I havent experienced my self but some people put something in the bowl to make the food harder to get to causing them to slow down to eat. One person here put chopped up lettuce mixed up with the food and the dog has to eat the dog food around the lettuce. They make a bowl and here is the website http://www.dogscene.com/storefrontprofiles/deluxeSFshop.aspx?Brake-Fast%20Bowl&sfid=121792&c=131632&gclid=CJGzoI6Hr5MCFQqgnAodyiHJcg. It has bumps in it. Good luck. Gulping food can cause air in the stomach also and can cause bloat so it is important to get hime to slow down the eating.


----------



## Nanika (Jan 10, 2008)

Both of my goldens vacuum their food as well. I have put items in the bowl for them to eat around and it seemed to help...I have also fed them on a cookie sheet to slow them down...sometimes I mix their food with a small amount of water (1/2 cup). So far I have not had any problems with them and the our vet said not chewing is not a problem but eating to fast can be.
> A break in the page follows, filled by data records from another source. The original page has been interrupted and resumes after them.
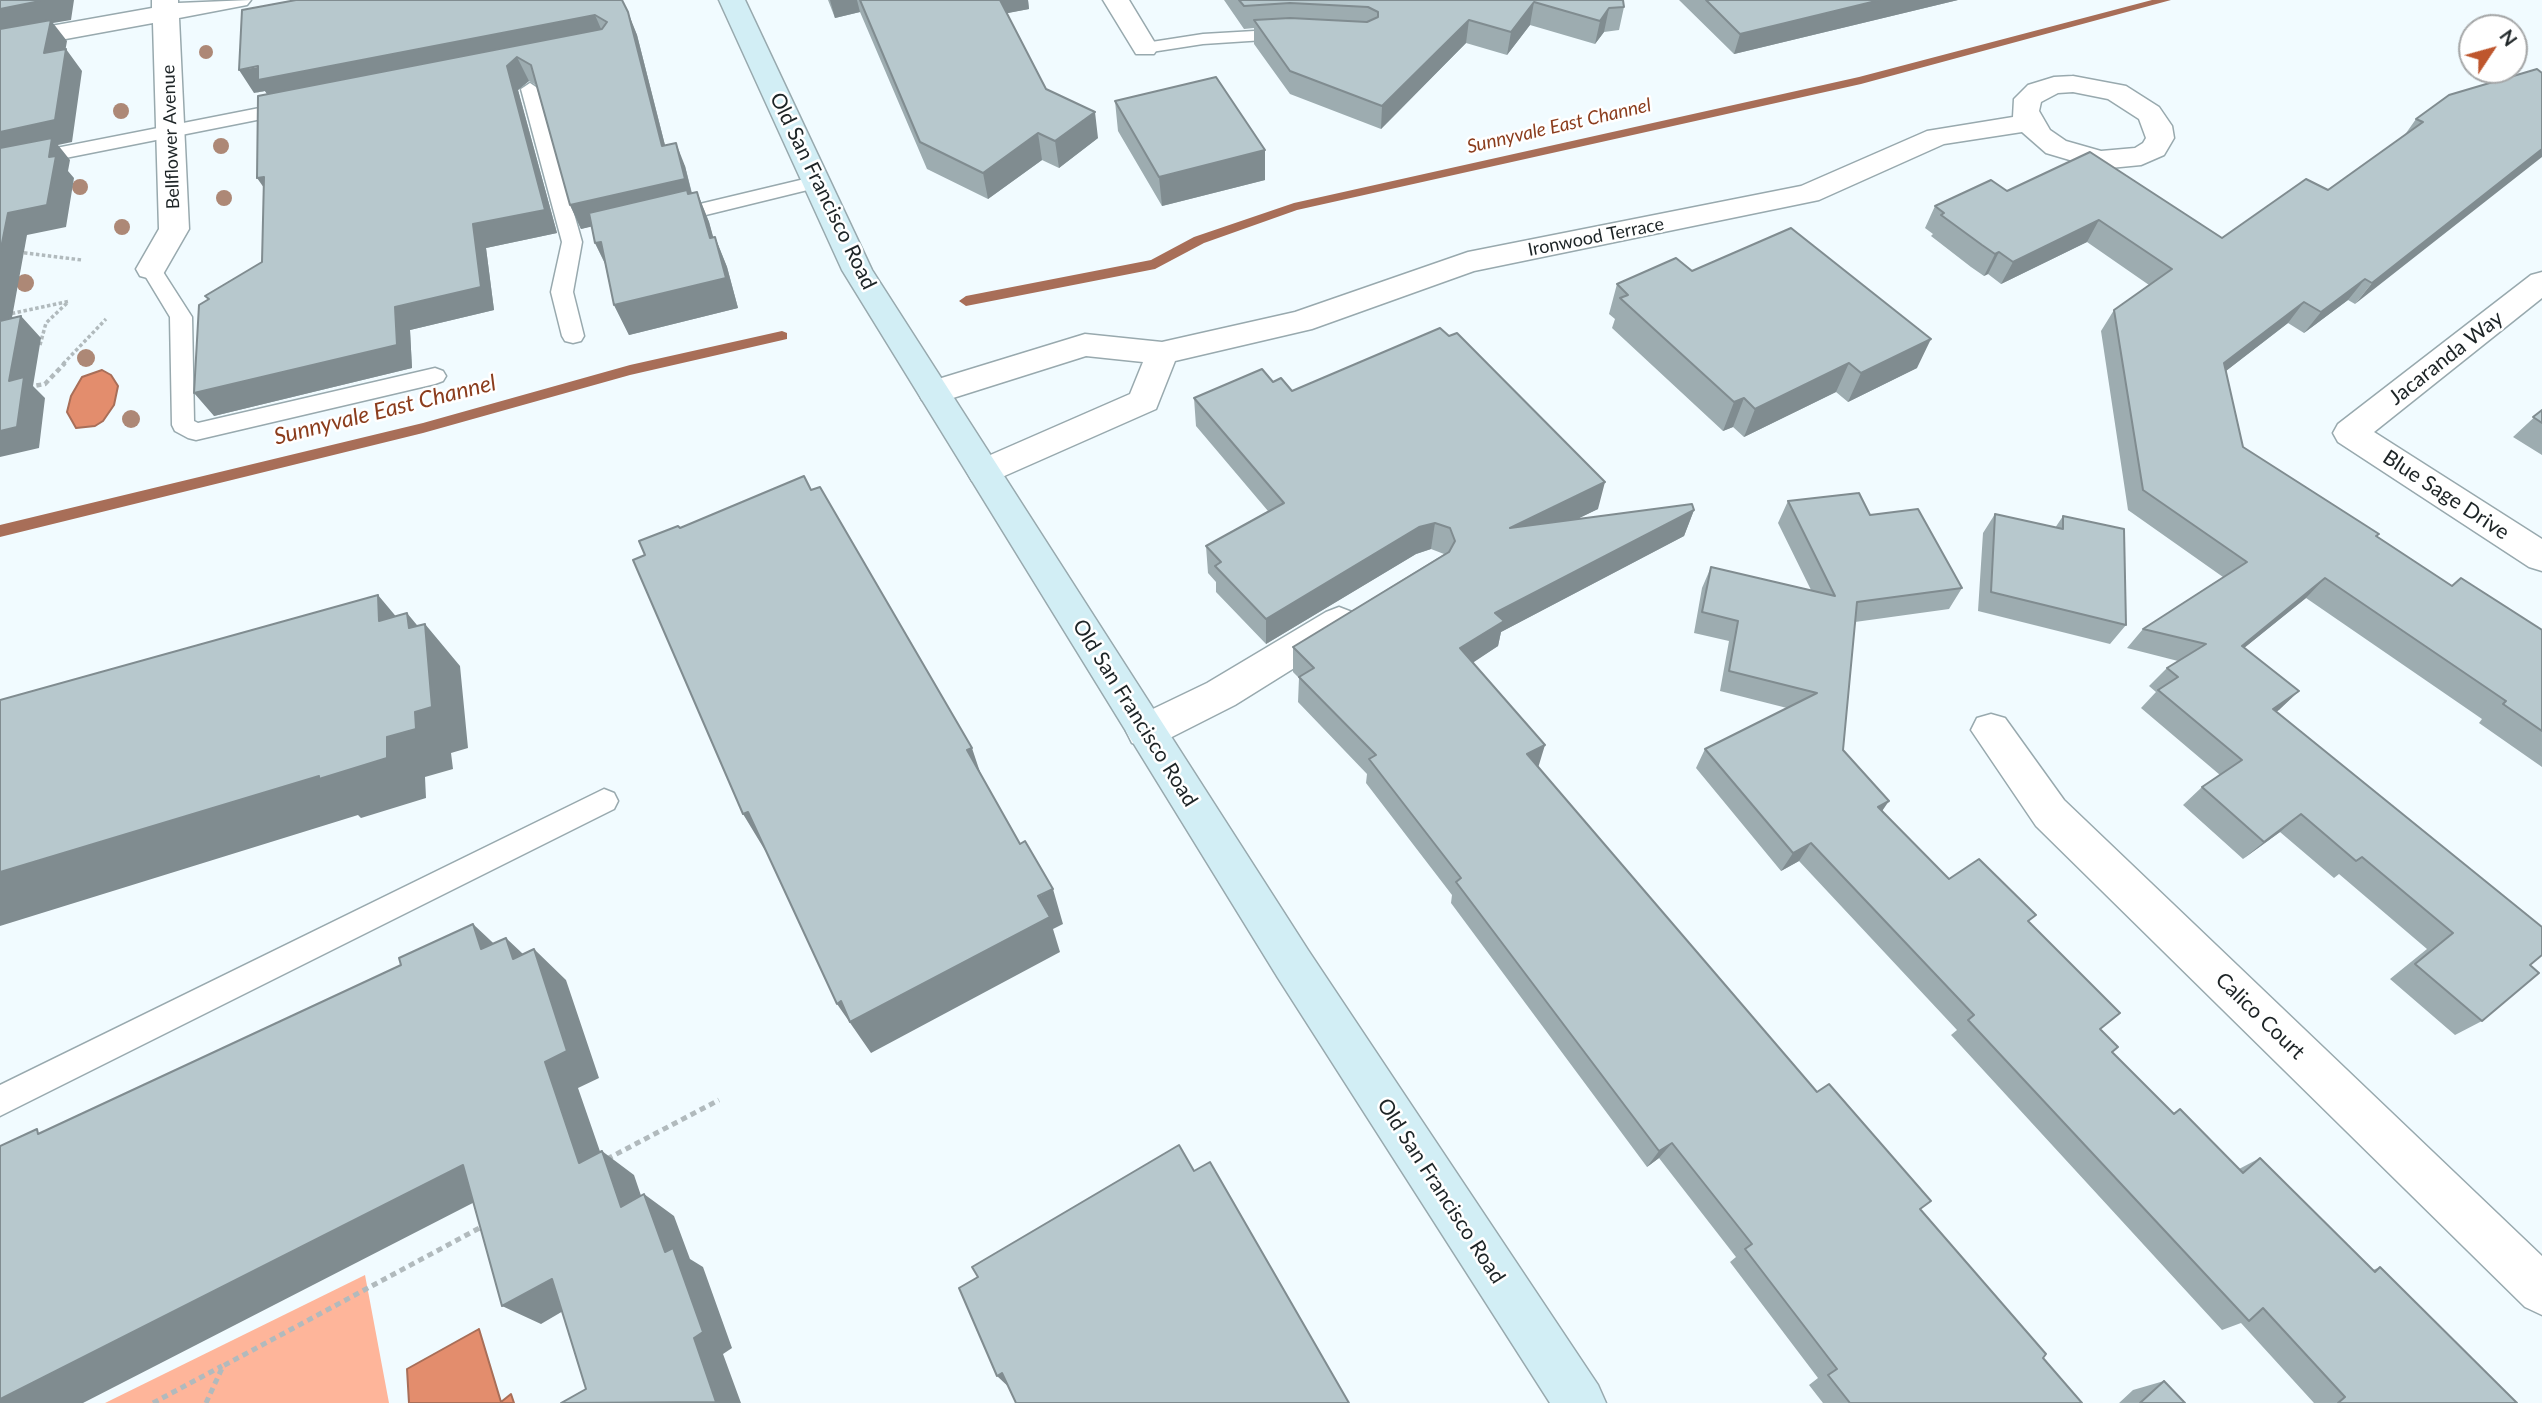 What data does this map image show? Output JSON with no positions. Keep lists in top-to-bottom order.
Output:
{
  "streets": {
    "main road": ["Old San Francisco Road"],
    "street": [
      "Bellflower Avenue",
      "Ironwood Terrace",
      "Jacaranda Way",
      "Blue Sage Drive",
      "Calico Court"
    ]
  },
  "crossings": [
    ["Old San Francisco Road", "Ironwood Terrace"],
    ["Jacaranda Way", "Blue Sage Drive"]
  ],
  "water": ["Sunnyvale East Channel"],
  "north": "top right"
} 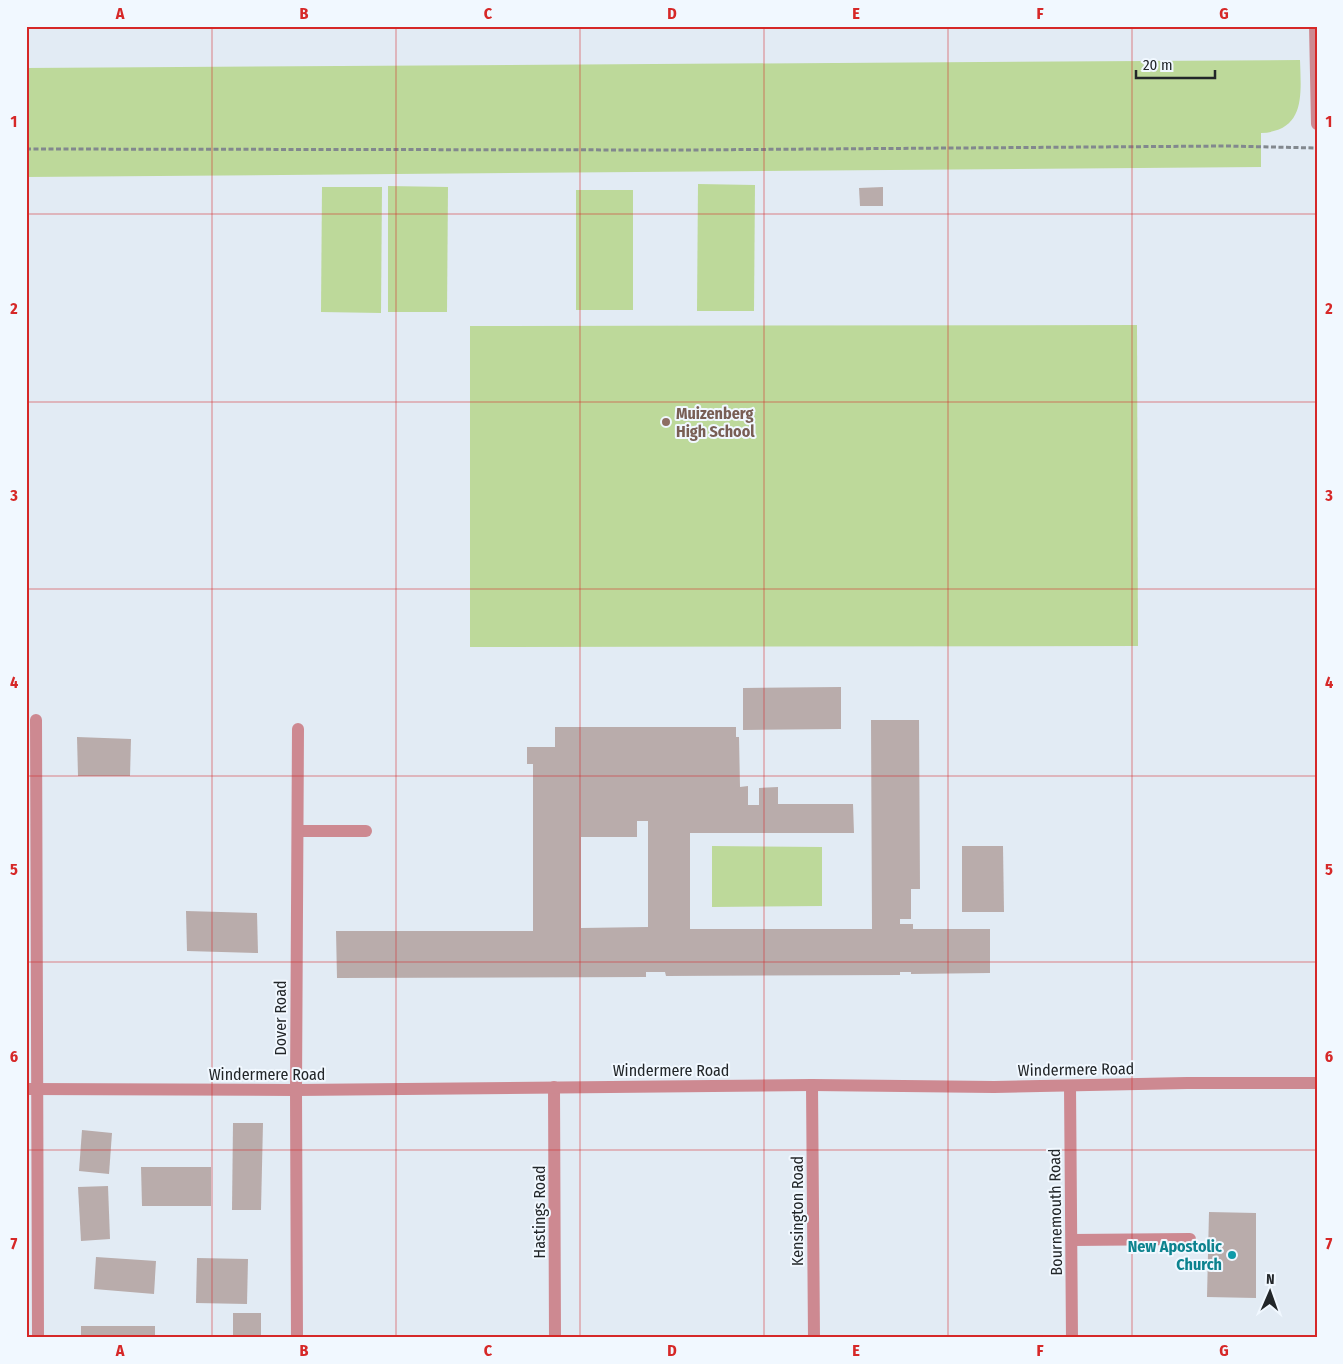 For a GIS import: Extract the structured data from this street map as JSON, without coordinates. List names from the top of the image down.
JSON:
{
  "streets": {
    "street": [
      "Dover Road",
      "Windermere Road",
      "Kensington Road",
      "Hastings Road",
      "Bournemouth Road"
    ]
  },
  "crossings": [
    ["Dover Road", "Windermere Road"],
    ["Windermere Road", "Kensington Road"],
    ["Windermere Road", "Hastings Road"],
    ["Windermere Road", "Bournemouth Road"]
  ],
  "places": ["Muizenberg High School", "New Apostolic Church"],
  "scale_bar": "20 m",
  "north": "top",
  "grid": {
    "columns": [
      "A",
      "B",
      "C",
      "D",
      "E",
      "F",
      "G"
    ],
    "rows": [
      "1",
      "2",
      "3",
      "4",
      "5",
      "6",
      "7"
    ]
  }
} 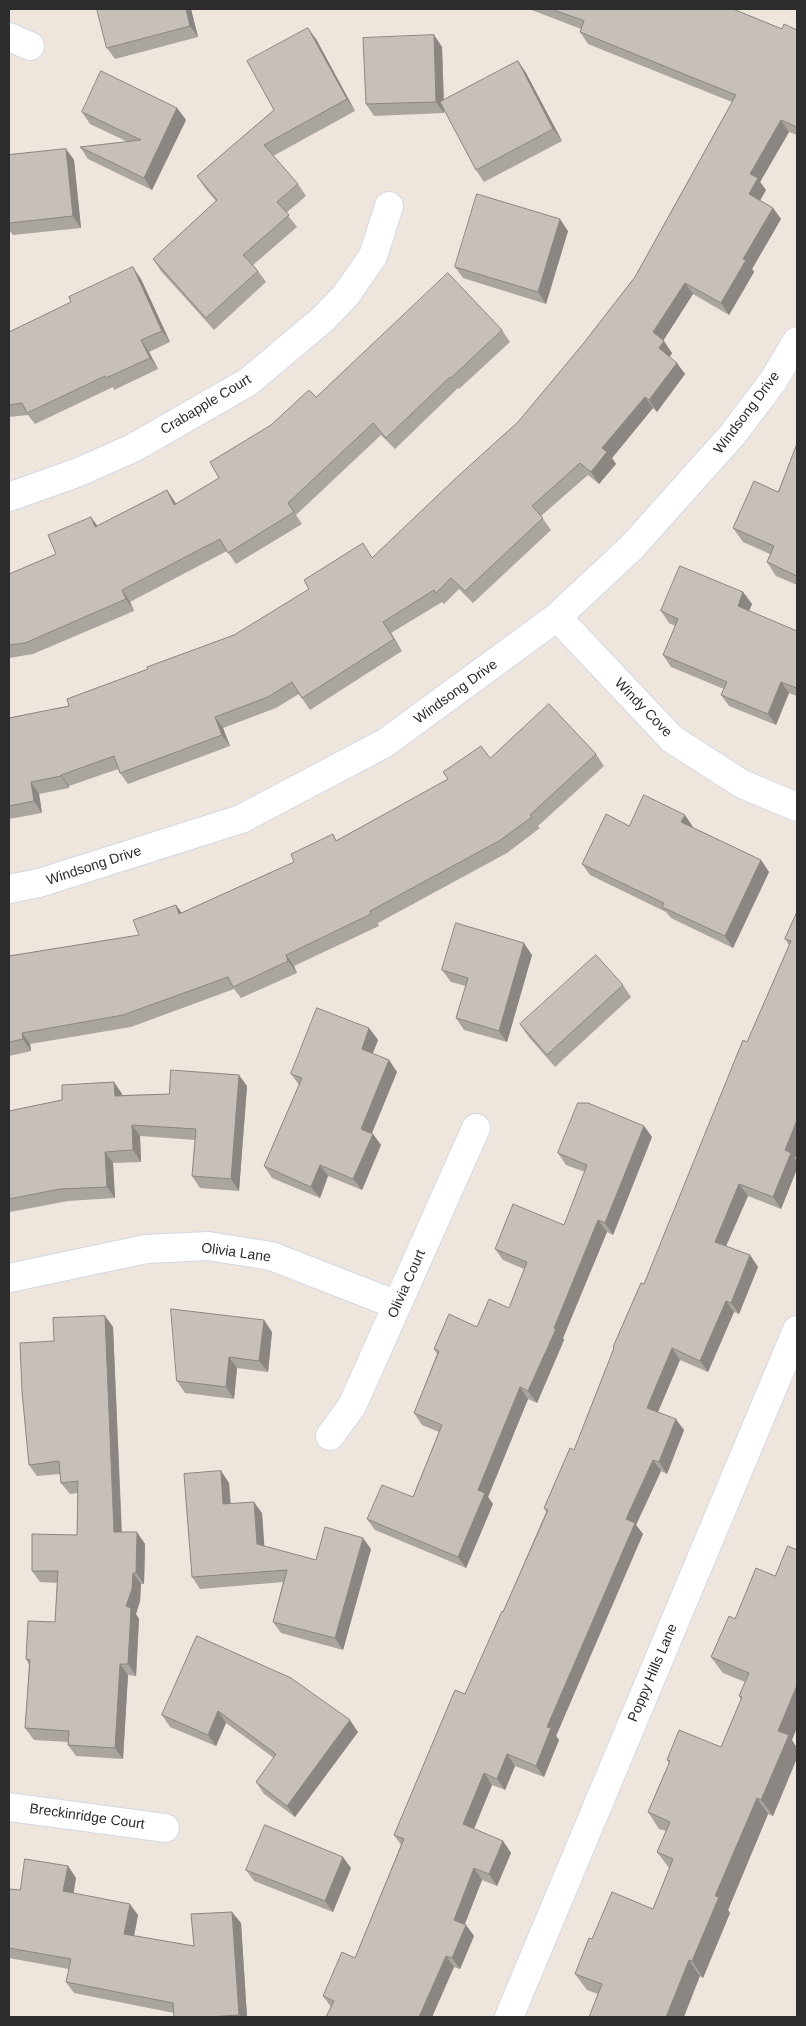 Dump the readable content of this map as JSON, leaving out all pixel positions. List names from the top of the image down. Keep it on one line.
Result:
{"streets":{"street":["Crabapple Court","Windsong Drive","Windy Cove","Olivia Lane","Olivia Court","Poppy Hills Lane","Breckinridge Court"]},"crossings":[["Windsong Drive","Windy Cove"],["Olivia Lane","Olivia Court"]]} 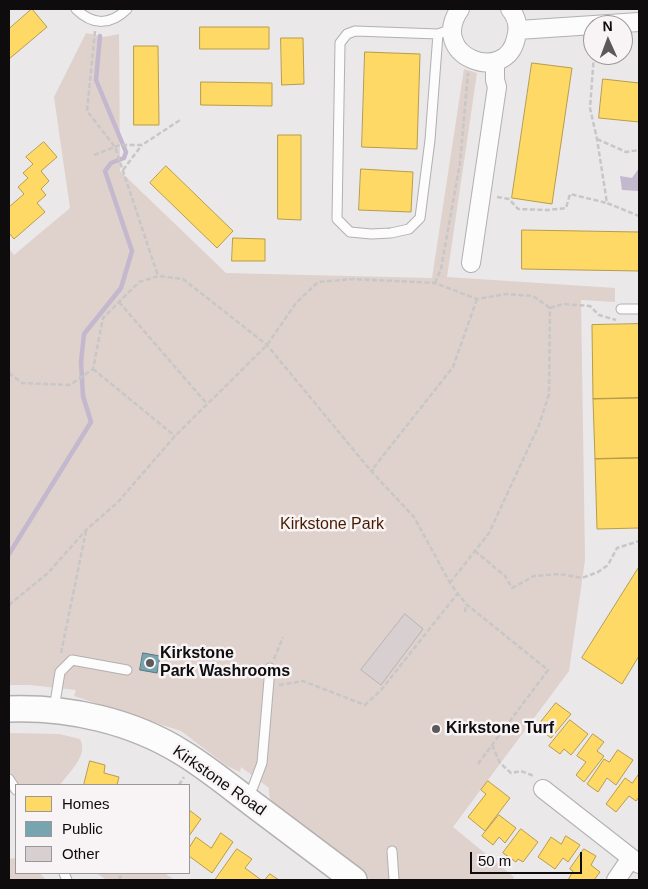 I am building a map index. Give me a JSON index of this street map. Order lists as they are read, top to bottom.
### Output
{
  "streets": {
    "street": ["Kirkstone Road"]
  },
  "parks": ["Kirkstone Park"],
  "places": ["Kirkstone Park Washrooms", "Kirkstone Turf"],
  "legend": ["Homes", "Public", "Other"],
  "scale_bar": "50 m",
  "north": "top"
}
Good luck.


----------



## olik (Apr 13, 2008)

Oh,yes.Honey is the food vacuum as well.I add water 1/2 cup or so to slow her down.It 's slows her,but i still think she is not chewing.


----------



## Goldilocks (Jun 3, 2007)

Both of our dogs eat very quickly and our Whippet frequently chokes on his meals so we have started either wetting the kibble with water or adding in some canned food or Honest Kitchen. It is amazing how much slower they eat when there is some moisture in there.


----------



## s6m1l88 (Mar 12, 2008)

We already feed him in a flat dish so the food spreads out more and that does slow him down but he still has a tendency to just swallow it. Even when we give him a treat, he doesn't chew it. The vet will give him a big dental treat and he swallows that thing whole too.


----------